What are the primary foods that make up the Mediterranean diet?
The Mediterranean diet is a way of eating that incorporates the traditional foods of countries surrounding the Mediterranean Sea. This diet is not only delicious, but also has been proven to have numerous health benefits, such as reducing the risk of heart disease, stroke, and certain types of cancer. In this article, we will discuss what foods to include in your Mediterranean diet to ensure maximum health benefits.
First and foremost, the Mediterranean diet is centered around plant-based foods. Vegetables, fruits, whole grains, legumes, nuts, and seeds should make up the majority of your plate. The more variety you can incorporate, the better. Aim for at least seven servings of fruits and vegetables per day, which can be easily achieved by having a side salad with your meal and including fruits and vegetables as snack options.
In addition to plant-based foods, the Mediterranean diet also includes fish, poultry, eggs, and small amounts of dairy. Fish, especially fatty fish like salmon, is a great source of heart-healthy omega-3 fatty acids. Poultry and eggs can be consumed in moderation, while dairy products should be limited to small amounts, such as a sprinkle of feta cheese on your salad or a dollop of Greek yogurt on your breakfast.
One major component of the Mediterranean diet that sets it apart from other diets is the use of healthy fats.

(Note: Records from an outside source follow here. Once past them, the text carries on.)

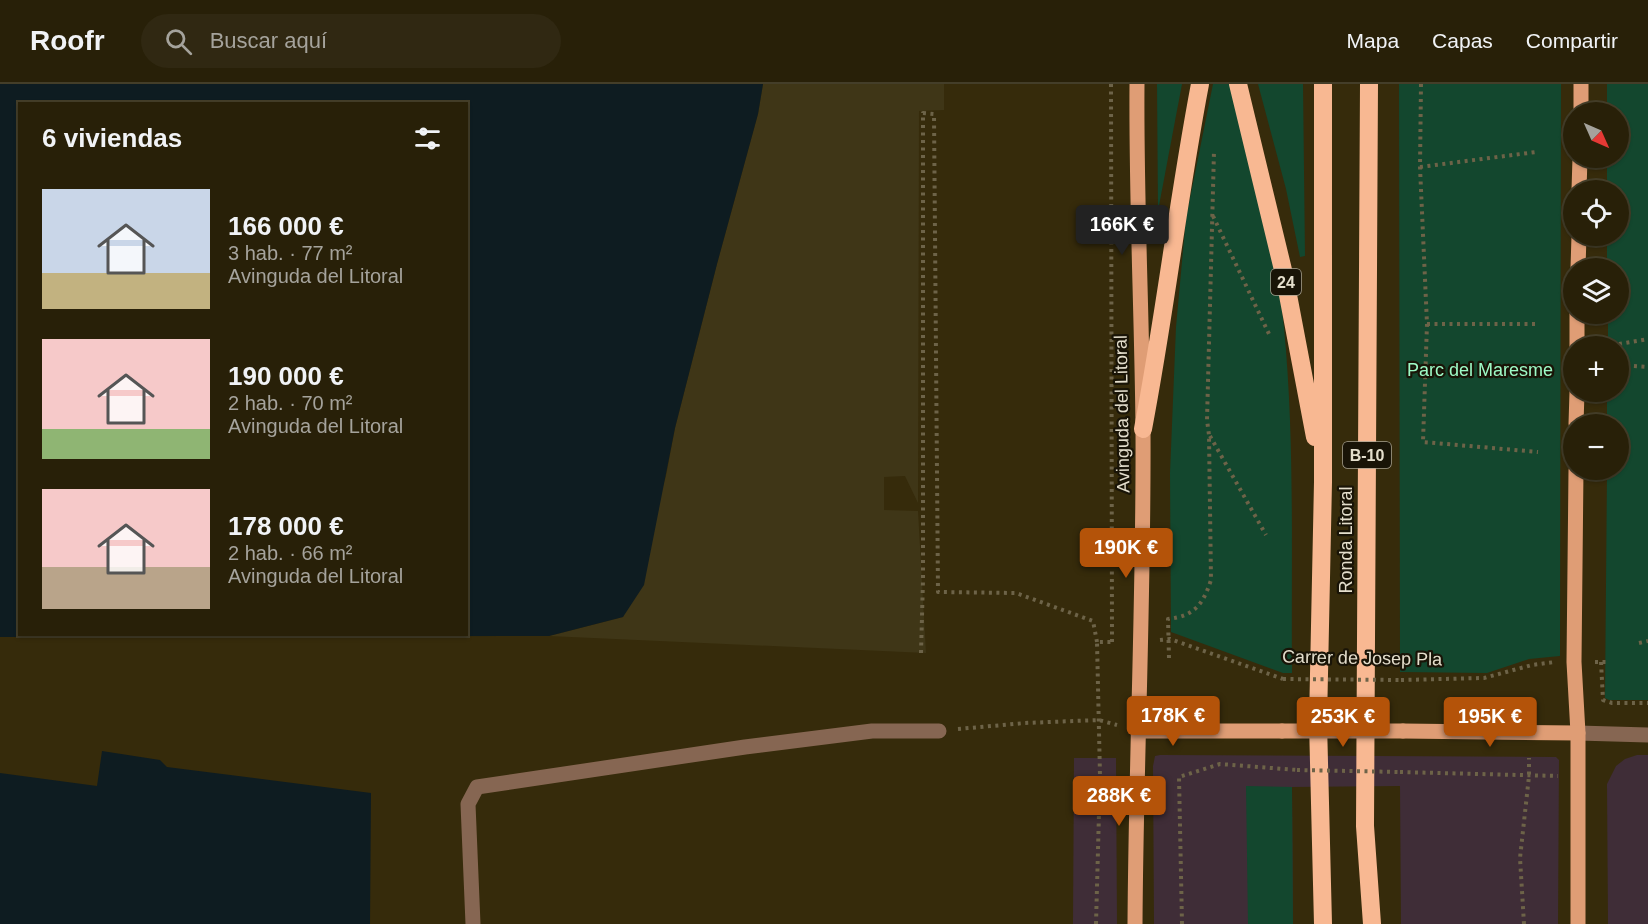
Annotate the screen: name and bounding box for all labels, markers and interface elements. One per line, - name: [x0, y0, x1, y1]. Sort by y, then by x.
- search box: [141, 14, 561, 68]
- text: Roofr: [30, 25, 105, 56]
- icon: search: [162, 25, 195, 58]
- text: Buscar aquí: [210, 28, 327, 53]
- text: Mapa: [1347, 29, 1399, 52]
- text: Capas: [1432, 29, 1493, 52]
- text: Compartir: [1526, 29, 1618, 52]
- north arrow: [1563, 102, 1629, 168]
- map controls: [1563, 102, 1629, 480]
- icon: filters: [411, 122, 444, 155]
- text: 6 viviendas: [42, 123, 182, 153]
- button: locate: [1563, 180, 1629, 246]
- pin: 166K €: [1073, 205, 1171, 256]
- text: 166 000 €: [228, 211, 344, 241]
- icon: home: [90, 213, 162, 285]
- text: 166K €: [1090, 213, 1154, 235]
- text: 3 hab. · 77 m²: [228, 242, 353, 264]
- button: layers: [1563, 258, 1629, 324]
- text: Avinguda del Litoral: [228, 265, 403, 287]
- road number: 24: [1271, 269, 1301, 295]
- street label: Avinguda del Litoral: [1111, 335, 1133, 493]
- button: +: [1563, 336, 1629, 402]
- park label: Parc del Maresme: [1407, 360, 1553, 380]
- text: 190 000 €: [228, 361, 344, 391]
- icon: home: [90, 363, 162, 435]
- text: 2 hab. · 70 m²: [228, 392, 353, 414]
- button: −: [1563, 414, 1629, 480]
- text: Avinguda del Litoral: [228, 415, 403, 437]
- road number: B-10: [1343, 442, 1391, 468]
- street label: Ronda Litoral: [1336, 486, 1356, 594]
- text: 178 000 €: [228, 511, 344, 541]
- icon: home: [90, 513, 162, 585]
- pin: 190K €: [1077, 528, 1175, 579]
- text: 190K €: [1094, 536, 1158, 558]
- text: 2 hab. · 66 m²: [228, 542, 353, 564]
- text: Avinguda del Litoral: [228, 565, 403, 587]
- street label: Carrer de Josep Pla: [1282, 647, 1443, 669]
- pin: 178K €: [1124, 696, 1222, 747]
- pin: 253K €: [1294, 697, 1392, 748]
- pin: 195K €: [1441, 697, 1539, 748]
- text: 178K €: [1141, 704, 1205, 726]
- text: 253K €: [1311, 705, 1375, 727]
- text: 195K €: [1458, 705, 1522, 727]
- pin: 288K €: [1070, 776, 1168, 827]
- text: 288K €: [1087, 784, 1151, 806]

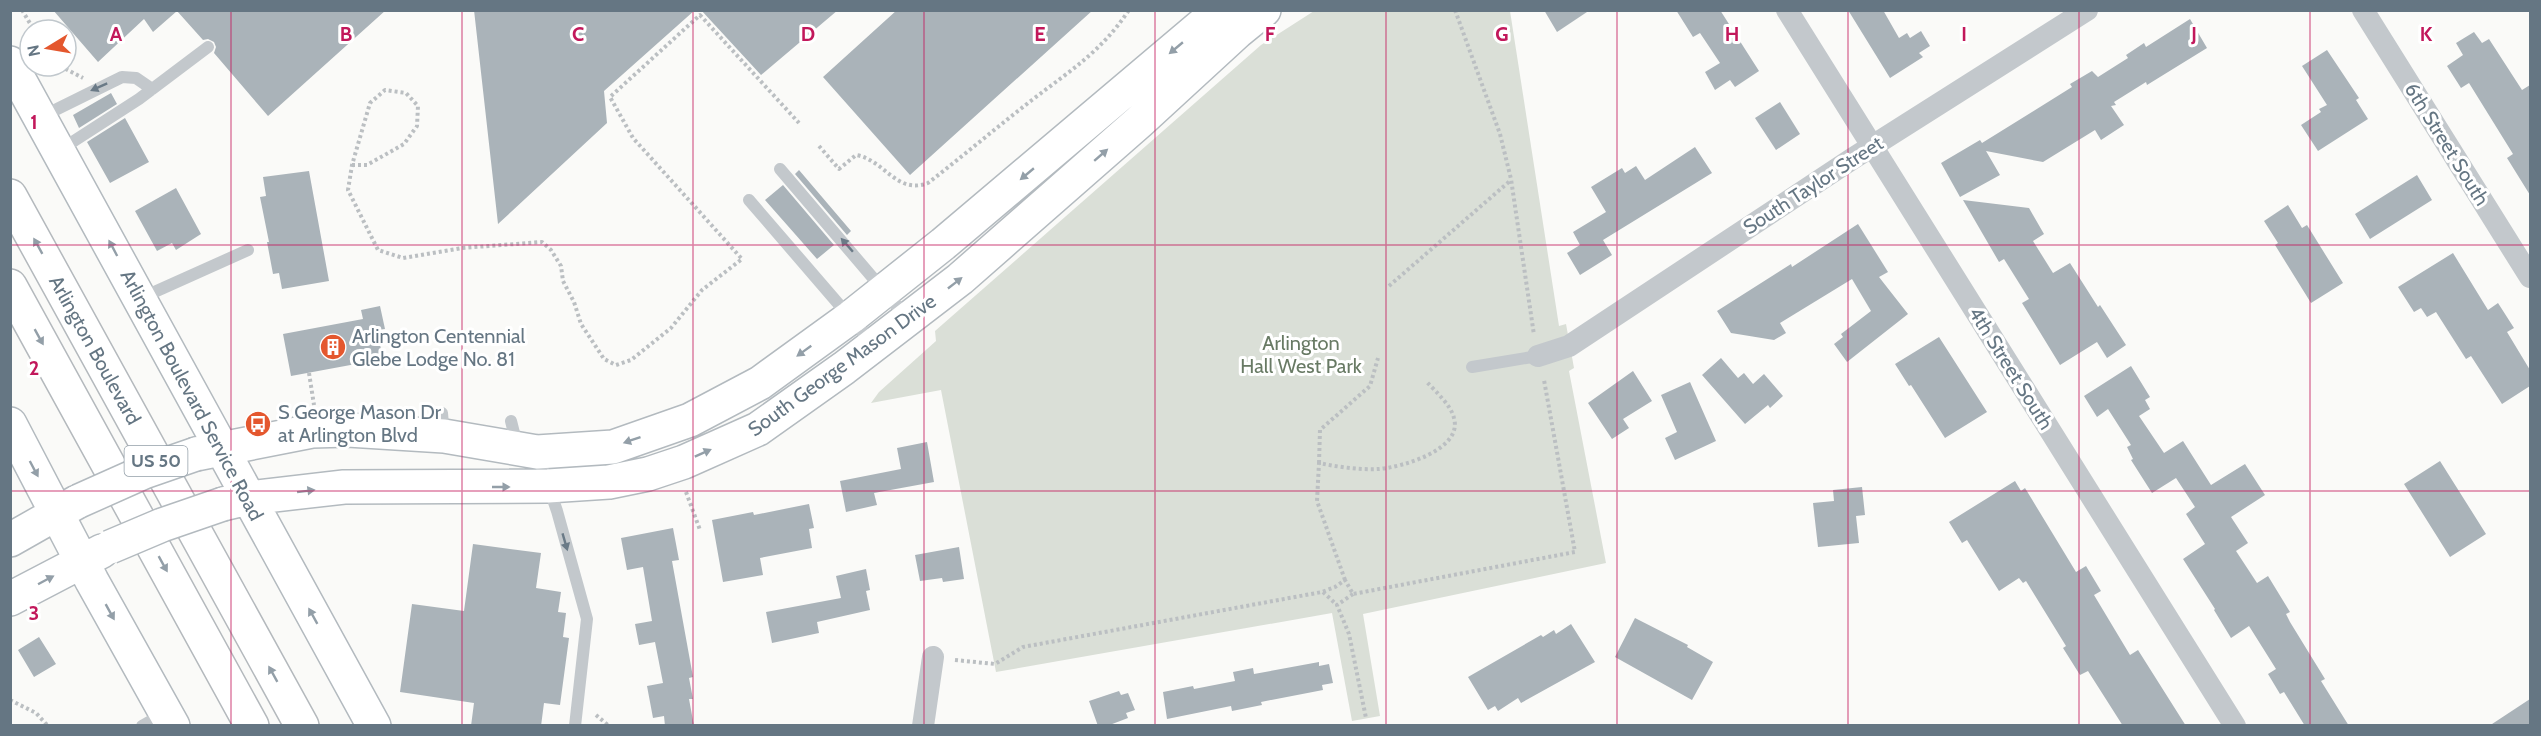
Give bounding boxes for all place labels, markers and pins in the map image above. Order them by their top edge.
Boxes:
place label: Arlington Centennial Glebe Lodge No. 81 [352,324,525,371]
building icon: Arlington Centennial Glebe Lodge No. 81 [318,332,348,362]
place label: S George Mason Dr at Arlington Blvd [278,400,442,447]
bus stop icon: S George Mason Dr at Arlington Blvd [243,409,273,439]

Olive oil is the primary source of fat in this diet, and it should be used generously in cooking and as a salad dressing. Other healthy sources of fats include nuts, seeds, and avocados.
On the other hand, the Mediterranean diet limits processed and high-sugar foods. You should aim to limit your intake of sweets, sugary beverages, and processed snacks. Instead, focus on whole foods that are minimally processed.
Here is an example of a Mediterranean-style meal:
– Grilled salmon with a side of roasted vegetables (such as asparagus, bell peppers, and zucchini) drizzled with olive oil
– Whole grain couscous with chickpeas and cherry tomatoes
– A small side salad with mixed greens, cucumber, and feta cheese
– A piece of fresh fruit for dessert
In conclusion, the Mediterranean diet emphasizes plant-based foods, fish, poultry, healthy fats, and minimal processed foods. By incorporating these foods into your diet, you can experience numerous health benefits while enjoying delicious meals. Give the Mediterranean diet a try – your taste buds and your health will thank you!